> **GOAL OF THE EXERCISE**
For the data below, give the number of lines containing "gradient" and nothing more.

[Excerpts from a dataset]
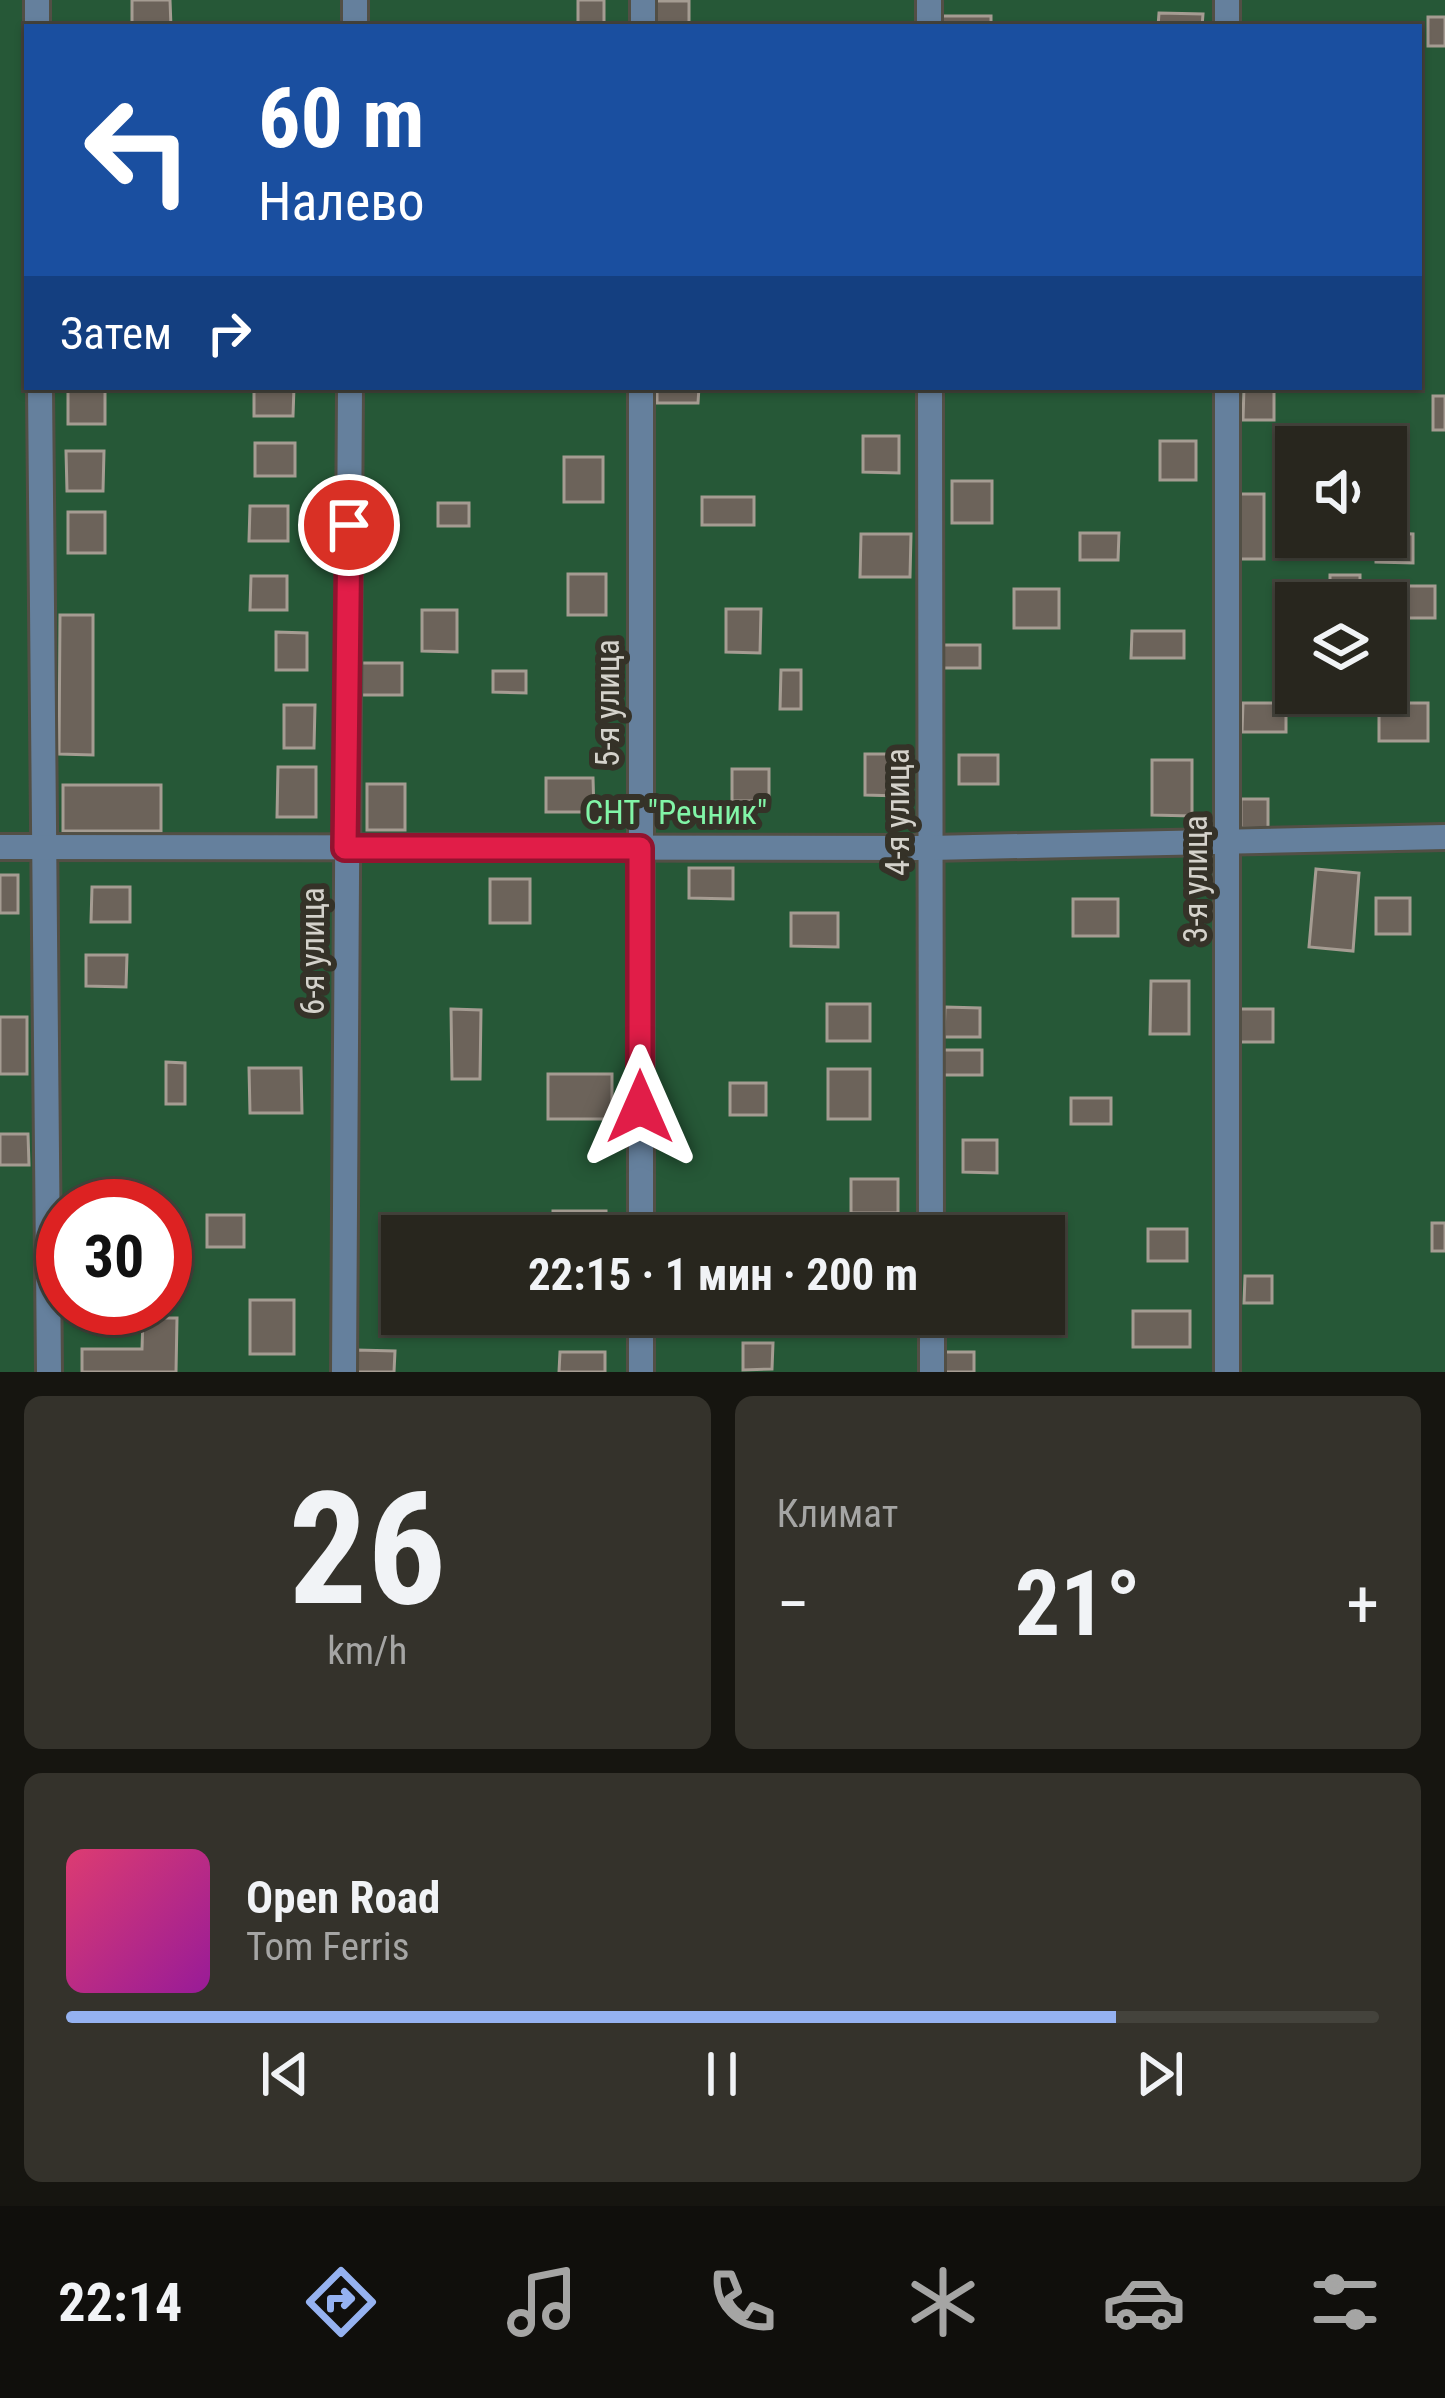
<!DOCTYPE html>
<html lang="ru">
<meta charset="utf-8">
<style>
:root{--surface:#28261e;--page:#34322b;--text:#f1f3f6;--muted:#a5a5a4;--line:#44433c;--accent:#95b2f1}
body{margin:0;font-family:"Roboto Condensed",sans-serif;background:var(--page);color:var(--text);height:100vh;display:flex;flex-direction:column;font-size:45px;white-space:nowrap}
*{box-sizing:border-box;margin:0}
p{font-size:39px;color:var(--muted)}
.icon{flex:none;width:66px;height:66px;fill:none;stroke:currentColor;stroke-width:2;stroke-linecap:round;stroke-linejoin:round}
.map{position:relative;height:1372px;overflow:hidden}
.details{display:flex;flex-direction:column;gap:24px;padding:24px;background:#161510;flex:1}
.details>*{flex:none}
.guide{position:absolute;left:24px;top:24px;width:1398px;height:366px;border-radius:0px;box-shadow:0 3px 9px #0004,0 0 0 3px var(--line);background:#1a4fa0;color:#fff;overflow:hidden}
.tools{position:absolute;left:1275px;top:426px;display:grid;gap:24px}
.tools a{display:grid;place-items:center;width:132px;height:132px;border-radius:0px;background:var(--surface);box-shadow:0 3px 9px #0004,0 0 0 3px var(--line);font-size:60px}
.speed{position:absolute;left:36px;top:1179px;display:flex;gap:24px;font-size:60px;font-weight:700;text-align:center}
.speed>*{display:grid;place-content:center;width:156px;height:156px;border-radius:50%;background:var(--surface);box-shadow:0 3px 9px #0004,0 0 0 3px var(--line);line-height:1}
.speed .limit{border:18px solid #d22;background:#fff;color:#111}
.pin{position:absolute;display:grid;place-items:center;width:102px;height:102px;color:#fff;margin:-51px;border:6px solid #fff;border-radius:50%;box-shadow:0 3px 12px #0007}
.me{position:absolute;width:132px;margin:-66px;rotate:0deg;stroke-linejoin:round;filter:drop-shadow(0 0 9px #0008)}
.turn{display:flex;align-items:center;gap:42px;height:252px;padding:0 36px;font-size:54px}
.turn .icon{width:156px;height:156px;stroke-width:2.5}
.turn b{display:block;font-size:84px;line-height:102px}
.then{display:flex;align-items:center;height:114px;padding:0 36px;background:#0003;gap:24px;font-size:45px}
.big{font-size:90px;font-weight:700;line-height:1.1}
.details .widget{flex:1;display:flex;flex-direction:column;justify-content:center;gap:18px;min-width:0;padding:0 42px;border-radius:18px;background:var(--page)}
.details .dial{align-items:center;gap:0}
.dial b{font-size:156px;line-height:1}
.song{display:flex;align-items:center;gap:36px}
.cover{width:144px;height:144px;border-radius:18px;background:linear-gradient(135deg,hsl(340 70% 55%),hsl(300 70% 35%))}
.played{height:12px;border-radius:6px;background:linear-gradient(90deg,var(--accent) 80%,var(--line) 80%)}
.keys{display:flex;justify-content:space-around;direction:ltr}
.heat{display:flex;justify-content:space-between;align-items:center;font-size:66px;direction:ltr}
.details .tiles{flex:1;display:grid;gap:24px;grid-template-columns:1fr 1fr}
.widget:last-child{grid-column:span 2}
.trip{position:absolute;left:381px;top:1215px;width:684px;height:120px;border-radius:0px;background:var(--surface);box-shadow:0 3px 9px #0004,0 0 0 3px var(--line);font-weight:700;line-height:120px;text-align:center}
.tab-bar{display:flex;height:192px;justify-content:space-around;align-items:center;background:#100f0c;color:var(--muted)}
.tab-bar .icon{width:84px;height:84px}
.tab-bar .selected{color:var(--accent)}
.tab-bar b{font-size:54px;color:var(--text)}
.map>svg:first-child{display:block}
.green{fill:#265837;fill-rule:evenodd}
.building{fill:#6c635a;stroke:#a59c92;stroke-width:3}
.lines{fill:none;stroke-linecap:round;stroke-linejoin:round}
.minor-casing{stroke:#524f45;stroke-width:30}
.minor{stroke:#65809d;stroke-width:24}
.route-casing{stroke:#92132f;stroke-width:30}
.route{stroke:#e11d48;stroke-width:21}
.labels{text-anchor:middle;stroke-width:12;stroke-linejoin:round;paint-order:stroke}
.street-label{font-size:33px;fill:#d4d2cb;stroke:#353228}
.park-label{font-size:33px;fill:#81f5a7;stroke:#353228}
</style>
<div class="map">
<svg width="1445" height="1372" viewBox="0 0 1445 1372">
<rect width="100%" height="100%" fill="#353228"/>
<!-- green -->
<path class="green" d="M0,0H1445V1372H0ZM27,27H1419V387H27ZM1296,447H1386V537H1296ZM1296,603H1386V693H1296ZM63,1206H165V1308H63ZM402,1236H1044V1314H402Z"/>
<!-- building -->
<g class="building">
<polygon points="132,0 170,0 171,27 132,27"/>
<rect x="578" y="0" width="26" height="24"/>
<rect x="651" y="1" width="38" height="26"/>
<polygon points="1159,13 1203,14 1202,27 1158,27"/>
<rect x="942" y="16" width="49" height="11"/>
<rect x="1428" y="17" width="17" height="29"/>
<rect x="68" y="387" width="37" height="37"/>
<polygon points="254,387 294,387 293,416 254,416"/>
<polygon points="657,387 699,387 698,403 657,403"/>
<polygon points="1244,387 1274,387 1274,420 1243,420"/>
<rect x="1433" y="396" width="12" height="34"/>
<polygon points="863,436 899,436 899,473 863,472"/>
<rect x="1160" y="441" width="36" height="39"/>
<rect x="255" y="443" width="40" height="33"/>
<polygon points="66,451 104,451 103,491 67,491"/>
<rect x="564" y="457" width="39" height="45"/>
<rect x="952" y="481" width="40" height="42"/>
<rect x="1235" y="494" width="29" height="65"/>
<rect x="702" y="497" width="52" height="28"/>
<rect x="438" y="503" width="31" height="23"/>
<polygon points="250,506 288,506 288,541 249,541"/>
<rect x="68" y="512" width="37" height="41"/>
<polygon points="1080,533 1119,533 1118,560 1080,560"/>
<polygon points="1386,533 1413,534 1413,563 1376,562 1376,537 1386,537"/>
<polygon points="861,534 911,534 910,577 860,577"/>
<rect x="568" y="574" width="38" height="41"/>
<rect x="1330" y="575" width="30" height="28"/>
<polygon points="251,576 287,576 287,610 250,610"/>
<polygon points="1385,586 1435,586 1435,618 1386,618"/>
<rect x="1014" y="589" width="45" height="39"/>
<polygon points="726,609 761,609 760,653 726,652"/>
<polygon points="422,610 457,610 457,652 422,651"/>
<polygon points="60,615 93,615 93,755 59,754"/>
<polygon points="1132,631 1184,631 1184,658 1131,658"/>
<polygon points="276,632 307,633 307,670 276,670"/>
<rect x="943" y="645" width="37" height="23"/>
<rect x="361" y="663" width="41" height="32"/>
<polygon points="781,670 801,670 801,709 780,709"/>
<polygon points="493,671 526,671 526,693 493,692"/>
<polygon points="1243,703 1286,703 1286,732 1242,732"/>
<rect x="1379" y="703" width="49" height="38"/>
<polygon points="284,705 315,705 314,748 284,748"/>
<polygon points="865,754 899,754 899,796 865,795"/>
<rect x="959" y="755" width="39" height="29"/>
<polygon points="1152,760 1192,760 1192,816 1152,815"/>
<polygon points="278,767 316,767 316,817 277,817"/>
<rect x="732" y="769" width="37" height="32"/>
<polygon points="546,778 593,778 594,812 546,812"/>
<rect x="367" y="784" width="38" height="46"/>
<rect x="63" y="785" width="98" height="46"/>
<rect x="1241" y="799" width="27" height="29"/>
<polygon points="689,868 733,868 733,899 689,898"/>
<polygon points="1316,869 1359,873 1353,951 1309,947"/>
<rect x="0" y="875" width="18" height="38"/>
<rect x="490" y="879" width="40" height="44"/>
<polygon points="92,887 130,887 130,922 91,922"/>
<rect x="1376" y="898" width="34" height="36"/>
<rect x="1073" y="899" width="45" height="37"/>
<polygon points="791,913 838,913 838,947 791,946"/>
<polygon points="86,955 127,955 126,987 86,986"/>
<polygon points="1151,981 1189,981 1189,1034 1150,1034"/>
<rect x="827" y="1004" width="43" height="37"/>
<polygon points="945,1007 980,1008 980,1037 944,1037"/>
<polygon points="451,1009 481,1010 480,1079 452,1079"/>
<rect x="1236" y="1009" width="37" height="33"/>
<rect x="0" y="1017" width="27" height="57"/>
<rect x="939" y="1050" width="43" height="25"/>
<polygon points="166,1062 185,1063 185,1104 166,1104"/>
<polygon points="249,1068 301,1068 302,1113 250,1113"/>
<rect x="828" y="1069" width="42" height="50"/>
<rect x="548" y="1074" width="64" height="45"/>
<rect x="730" y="1083" width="36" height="32"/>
<rect x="1071" y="1098" width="40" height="26"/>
<polygon points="0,1134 28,1134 29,1165 0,1165"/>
<polygon points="963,1140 997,1140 997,1173 963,1172"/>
<rect x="851" y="1179" width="47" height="34"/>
<rect x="553" y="1211" width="53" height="25"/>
<rect x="207" y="1215" width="37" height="32"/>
<polygon points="950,1218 993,1219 993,1236 950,1236"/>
<rect x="1432" y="1223" width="13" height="28"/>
<rect x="725" y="1226" width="43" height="10"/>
<rect x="1148" y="1229" width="39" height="32"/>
<polygon points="1245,1276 1272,1276 1272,1303 1244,1303"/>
<rect x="250" y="1300" width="44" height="54"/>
<rect x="1133" y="1311" width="57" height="36"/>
<polygon points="143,1318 177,1318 176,1372 82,1372 82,1349 142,1349"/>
<polygon points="743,1343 773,1343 772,1369 743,1370"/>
<polygon points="356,1350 395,1351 394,1372 356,1372"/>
<polygon points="560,1352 605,1352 605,1372 559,1372"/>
<rect x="944" y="1352" width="30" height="20"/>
</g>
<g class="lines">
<!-- minor casing -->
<g class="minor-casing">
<g id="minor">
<polyline points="37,0 37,27"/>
<polyline points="929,0 929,27"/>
<polyline points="1227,0 1227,27"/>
<polyline points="355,27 355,0"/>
<polyline points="643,27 643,0"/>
<polyline points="40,387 49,1372"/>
<polyline points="930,387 931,1236"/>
<polyline points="0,847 930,848 1445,837"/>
<polyline points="641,1236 641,387"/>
<polyline points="641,1314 641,1372"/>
<polyline points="932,1314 932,1372"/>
<polyline points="344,1372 350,387"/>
<polyline points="1227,1372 1227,387"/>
</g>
</g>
<!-- minor -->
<use href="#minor" class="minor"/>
</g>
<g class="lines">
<!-- route casing -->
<g class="route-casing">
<polyline id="route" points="349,525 345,848 640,848 640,1107"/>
</g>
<!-- route -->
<use href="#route" class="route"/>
</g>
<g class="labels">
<!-- street labels -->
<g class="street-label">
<text transform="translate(607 703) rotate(-90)" y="12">5-я улица</text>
<text transform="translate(897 812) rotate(-90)" y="12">4-я улица</text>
<text transform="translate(1195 879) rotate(-90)" y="12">3-я улица</text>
<text transform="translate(312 951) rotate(-90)" y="12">6-я улица</text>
</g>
<!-- park labels -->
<g class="park-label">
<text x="676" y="824">СНТ "Речник"</text>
</g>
</g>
</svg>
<div class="tools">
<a><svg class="icon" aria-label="sound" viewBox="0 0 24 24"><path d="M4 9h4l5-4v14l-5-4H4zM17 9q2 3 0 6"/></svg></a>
<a><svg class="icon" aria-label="layers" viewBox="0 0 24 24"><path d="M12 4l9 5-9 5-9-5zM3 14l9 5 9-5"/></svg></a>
</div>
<div class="speed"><div class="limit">30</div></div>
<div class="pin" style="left:349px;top:525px;background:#d93025"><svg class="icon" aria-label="arrive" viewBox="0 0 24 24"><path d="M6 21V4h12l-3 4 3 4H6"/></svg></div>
<svg class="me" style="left:640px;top:1107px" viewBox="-20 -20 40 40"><path d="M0-17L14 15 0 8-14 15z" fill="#e11d48" stroke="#fff" stroke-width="4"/></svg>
<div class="trip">22:15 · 1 мин · 200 m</div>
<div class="guide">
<div class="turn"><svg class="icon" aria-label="left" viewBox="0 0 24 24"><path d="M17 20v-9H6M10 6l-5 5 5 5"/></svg><div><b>60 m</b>Налево</div></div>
<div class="then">Затем<svg class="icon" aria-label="right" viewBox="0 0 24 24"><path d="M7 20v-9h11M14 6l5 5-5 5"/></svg></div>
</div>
</div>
<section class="details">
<div class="tiles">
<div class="widget dial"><b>26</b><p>km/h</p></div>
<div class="widget"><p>Климат</p>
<div class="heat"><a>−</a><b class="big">21°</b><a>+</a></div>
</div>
<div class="widget">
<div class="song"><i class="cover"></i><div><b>Open Road</b><p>Tom Ferris</p></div></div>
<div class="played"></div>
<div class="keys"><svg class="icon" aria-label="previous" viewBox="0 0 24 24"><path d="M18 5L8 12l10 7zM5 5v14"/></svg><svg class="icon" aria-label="pause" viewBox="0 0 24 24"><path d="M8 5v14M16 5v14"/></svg><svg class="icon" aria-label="next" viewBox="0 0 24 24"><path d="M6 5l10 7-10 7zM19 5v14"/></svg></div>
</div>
</div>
</section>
<nav class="tab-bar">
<b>22:14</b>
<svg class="icon selected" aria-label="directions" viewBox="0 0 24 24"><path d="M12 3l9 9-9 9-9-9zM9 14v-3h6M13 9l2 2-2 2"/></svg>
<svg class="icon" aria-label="music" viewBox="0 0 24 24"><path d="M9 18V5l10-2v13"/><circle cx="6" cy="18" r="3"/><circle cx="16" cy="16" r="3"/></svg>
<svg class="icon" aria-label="phone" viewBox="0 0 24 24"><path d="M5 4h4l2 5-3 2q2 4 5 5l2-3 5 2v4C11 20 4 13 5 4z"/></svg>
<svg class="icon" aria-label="climate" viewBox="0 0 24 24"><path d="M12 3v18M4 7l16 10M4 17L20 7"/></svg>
<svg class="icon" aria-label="car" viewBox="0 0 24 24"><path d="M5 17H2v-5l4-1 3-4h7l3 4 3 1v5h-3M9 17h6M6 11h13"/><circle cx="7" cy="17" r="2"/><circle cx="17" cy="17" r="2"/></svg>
<svg class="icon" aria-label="filters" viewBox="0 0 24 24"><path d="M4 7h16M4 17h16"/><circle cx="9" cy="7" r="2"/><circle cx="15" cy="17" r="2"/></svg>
</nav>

> **FINAL ANSWER**
2